▶ [Collected data]
:::
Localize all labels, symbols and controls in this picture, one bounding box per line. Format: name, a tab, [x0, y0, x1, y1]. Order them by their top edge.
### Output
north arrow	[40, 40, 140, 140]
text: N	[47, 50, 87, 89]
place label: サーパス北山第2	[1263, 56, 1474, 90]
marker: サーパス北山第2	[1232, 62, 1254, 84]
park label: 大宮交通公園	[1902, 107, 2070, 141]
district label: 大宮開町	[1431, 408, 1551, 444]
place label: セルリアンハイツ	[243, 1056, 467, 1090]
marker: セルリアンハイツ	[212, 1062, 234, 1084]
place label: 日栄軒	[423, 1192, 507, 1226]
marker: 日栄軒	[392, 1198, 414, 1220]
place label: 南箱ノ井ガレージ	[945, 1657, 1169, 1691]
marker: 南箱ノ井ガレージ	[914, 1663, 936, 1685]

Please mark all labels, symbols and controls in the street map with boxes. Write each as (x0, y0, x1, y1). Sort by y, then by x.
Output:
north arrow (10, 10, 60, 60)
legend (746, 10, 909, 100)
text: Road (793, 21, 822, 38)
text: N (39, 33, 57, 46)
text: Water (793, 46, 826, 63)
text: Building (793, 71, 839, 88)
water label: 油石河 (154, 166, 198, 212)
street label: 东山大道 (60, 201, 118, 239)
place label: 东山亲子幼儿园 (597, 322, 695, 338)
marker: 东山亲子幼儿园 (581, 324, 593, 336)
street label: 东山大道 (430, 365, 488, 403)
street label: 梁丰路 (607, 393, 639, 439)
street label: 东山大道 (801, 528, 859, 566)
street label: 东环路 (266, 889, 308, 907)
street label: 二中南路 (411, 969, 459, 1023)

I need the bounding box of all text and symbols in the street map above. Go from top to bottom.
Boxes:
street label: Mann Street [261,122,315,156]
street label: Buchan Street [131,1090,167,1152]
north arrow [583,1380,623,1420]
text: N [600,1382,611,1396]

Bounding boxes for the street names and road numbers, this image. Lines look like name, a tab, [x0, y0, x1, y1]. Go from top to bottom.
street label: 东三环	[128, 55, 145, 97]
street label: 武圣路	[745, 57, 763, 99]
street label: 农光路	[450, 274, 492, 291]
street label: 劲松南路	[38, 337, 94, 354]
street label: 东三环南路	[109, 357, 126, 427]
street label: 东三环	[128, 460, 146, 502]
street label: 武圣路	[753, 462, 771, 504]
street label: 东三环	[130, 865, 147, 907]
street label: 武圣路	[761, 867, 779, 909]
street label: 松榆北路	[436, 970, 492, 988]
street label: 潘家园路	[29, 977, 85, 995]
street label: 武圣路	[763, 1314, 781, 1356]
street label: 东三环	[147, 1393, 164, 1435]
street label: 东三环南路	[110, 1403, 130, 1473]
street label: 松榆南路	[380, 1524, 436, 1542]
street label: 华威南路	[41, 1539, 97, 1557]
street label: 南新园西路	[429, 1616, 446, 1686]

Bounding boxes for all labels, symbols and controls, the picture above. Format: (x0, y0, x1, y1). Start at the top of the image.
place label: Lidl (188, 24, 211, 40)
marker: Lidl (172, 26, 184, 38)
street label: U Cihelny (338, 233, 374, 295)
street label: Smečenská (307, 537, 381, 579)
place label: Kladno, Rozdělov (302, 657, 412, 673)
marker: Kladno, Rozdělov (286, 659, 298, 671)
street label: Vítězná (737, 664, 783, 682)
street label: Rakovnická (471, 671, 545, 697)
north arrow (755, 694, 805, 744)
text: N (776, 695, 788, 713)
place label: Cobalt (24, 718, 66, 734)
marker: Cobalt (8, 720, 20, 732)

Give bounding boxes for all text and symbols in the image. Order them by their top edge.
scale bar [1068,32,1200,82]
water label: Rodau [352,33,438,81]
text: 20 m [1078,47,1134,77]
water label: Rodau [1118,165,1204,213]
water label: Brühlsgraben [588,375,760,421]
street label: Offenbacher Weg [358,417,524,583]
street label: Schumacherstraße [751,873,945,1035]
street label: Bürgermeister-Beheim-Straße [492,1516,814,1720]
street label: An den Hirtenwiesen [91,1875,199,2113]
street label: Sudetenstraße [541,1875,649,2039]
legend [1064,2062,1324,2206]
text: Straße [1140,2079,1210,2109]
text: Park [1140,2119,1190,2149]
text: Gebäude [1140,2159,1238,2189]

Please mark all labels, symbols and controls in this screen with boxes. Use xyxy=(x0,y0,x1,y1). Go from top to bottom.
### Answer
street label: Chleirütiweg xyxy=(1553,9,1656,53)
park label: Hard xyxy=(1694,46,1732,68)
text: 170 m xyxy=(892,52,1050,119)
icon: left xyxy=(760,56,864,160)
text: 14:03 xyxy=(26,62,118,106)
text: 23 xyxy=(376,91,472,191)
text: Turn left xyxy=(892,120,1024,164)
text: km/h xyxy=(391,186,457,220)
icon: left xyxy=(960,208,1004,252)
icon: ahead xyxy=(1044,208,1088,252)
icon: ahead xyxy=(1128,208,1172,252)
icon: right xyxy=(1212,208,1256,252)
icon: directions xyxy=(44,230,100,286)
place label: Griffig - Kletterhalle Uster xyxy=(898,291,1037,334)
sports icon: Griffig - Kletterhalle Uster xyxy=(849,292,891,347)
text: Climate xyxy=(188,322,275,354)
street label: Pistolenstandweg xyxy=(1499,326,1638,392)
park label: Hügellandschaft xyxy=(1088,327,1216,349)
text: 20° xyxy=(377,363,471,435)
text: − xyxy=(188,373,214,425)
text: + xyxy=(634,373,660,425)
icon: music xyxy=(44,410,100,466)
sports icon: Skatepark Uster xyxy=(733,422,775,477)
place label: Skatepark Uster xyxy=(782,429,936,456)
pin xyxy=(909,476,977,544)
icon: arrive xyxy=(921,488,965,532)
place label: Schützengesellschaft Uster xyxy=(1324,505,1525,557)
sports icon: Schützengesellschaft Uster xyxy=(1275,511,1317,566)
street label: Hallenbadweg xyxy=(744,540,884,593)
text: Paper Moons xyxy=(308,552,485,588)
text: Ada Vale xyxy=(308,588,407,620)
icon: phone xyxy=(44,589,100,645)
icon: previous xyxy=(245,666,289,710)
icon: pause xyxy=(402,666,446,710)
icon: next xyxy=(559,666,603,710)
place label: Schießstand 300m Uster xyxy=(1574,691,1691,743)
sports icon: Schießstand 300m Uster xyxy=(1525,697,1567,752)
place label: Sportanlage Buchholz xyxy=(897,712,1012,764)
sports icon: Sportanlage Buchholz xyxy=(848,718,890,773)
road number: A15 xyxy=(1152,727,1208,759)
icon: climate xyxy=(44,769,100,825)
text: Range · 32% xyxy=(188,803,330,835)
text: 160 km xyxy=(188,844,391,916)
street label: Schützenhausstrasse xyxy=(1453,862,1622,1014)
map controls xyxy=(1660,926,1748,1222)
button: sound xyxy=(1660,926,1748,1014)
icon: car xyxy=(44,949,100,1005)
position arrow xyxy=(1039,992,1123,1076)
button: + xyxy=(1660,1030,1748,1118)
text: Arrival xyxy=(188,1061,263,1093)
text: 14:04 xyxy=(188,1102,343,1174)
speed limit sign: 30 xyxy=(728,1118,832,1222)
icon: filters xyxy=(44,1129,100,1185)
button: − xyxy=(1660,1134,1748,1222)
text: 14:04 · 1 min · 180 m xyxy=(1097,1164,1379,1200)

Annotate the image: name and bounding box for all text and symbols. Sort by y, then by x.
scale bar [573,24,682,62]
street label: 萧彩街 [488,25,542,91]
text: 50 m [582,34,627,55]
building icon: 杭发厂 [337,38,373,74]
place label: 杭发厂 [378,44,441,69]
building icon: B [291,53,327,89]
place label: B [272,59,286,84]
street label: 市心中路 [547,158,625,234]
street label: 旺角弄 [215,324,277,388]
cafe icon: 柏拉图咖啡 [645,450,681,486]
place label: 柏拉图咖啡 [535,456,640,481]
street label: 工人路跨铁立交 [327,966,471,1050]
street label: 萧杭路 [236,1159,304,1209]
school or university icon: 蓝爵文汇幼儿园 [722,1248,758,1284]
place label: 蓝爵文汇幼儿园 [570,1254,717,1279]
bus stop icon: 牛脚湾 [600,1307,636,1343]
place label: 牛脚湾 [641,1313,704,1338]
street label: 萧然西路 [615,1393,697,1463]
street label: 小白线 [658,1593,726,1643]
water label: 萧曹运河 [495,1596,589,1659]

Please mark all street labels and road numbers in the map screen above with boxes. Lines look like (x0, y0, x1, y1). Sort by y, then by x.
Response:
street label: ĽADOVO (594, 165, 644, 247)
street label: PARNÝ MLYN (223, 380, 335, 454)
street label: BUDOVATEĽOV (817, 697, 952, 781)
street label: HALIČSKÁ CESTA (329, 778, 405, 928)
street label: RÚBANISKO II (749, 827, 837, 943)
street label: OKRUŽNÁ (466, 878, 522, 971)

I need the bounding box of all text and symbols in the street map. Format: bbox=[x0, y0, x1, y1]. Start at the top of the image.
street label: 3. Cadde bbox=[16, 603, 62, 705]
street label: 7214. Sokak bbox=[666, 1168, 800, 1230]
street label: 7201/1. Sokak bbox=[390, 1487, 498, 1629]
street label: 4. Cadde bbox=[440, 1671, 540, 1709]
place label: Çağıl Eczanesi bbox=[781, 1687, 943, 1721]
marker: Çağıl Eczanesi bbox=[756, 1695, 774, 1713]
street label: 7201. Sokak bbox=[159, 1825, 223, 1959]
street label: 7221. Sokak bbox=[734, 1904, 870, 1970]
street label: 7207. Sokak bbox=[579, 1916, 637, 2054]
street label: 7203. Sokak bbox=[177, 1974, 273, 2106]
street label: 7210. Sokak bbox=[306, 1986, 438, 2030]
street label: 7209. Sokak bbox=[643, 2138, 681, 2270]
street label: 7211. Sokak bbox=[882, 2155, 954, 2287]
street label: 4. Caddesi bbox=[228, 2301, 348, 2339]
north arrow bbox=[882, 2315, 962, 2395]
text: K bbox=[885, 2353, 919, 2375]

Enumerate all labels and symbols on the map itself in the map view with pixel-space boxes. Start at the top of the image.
:::
▶ [REQUIRED ACTION] From the records above, transcribe exactly the run of lines that opens with the line holding "Give bounding boxes" and closes with the line holding "Please mark all labels, symbols and controls in this", both included.

▶ [SOLUTION FOR THIS TASK]
Give bounding boxes for all text and symbols in the image. Order them by their top edge.
scale bar [1068,32,1200,82]
water label: Rodau [352,33,438,81]
text: 20 m [1078,47,1134,77]
water label: Rodau [1118,165,1204,213]
water label: Brühlsgraben [588,375,760,421]
street label: Offenbacher Weg [358,417,524,583]
street label: Schumacherstraße [751,873,945,1035]
street label: Bürgermeister-Beheim-Straße [492,1516,814,1720]
street label: An den Hirtenwiesen [91,1875,199,2113]
street label: Sudetenstraße [541,1875,649,2039]
legend [1064,2062,1324,2206]
text: Straße [1140,2079,1210,2109]
text: Park [1140,2119,1190,2149]
text: Gebäude [1140,2159,1238,2189]

Please mark all labels, symbols and controls in this screen with boxes. Use xyxy=(x0,y0,x1,y1). Go from top to bottom.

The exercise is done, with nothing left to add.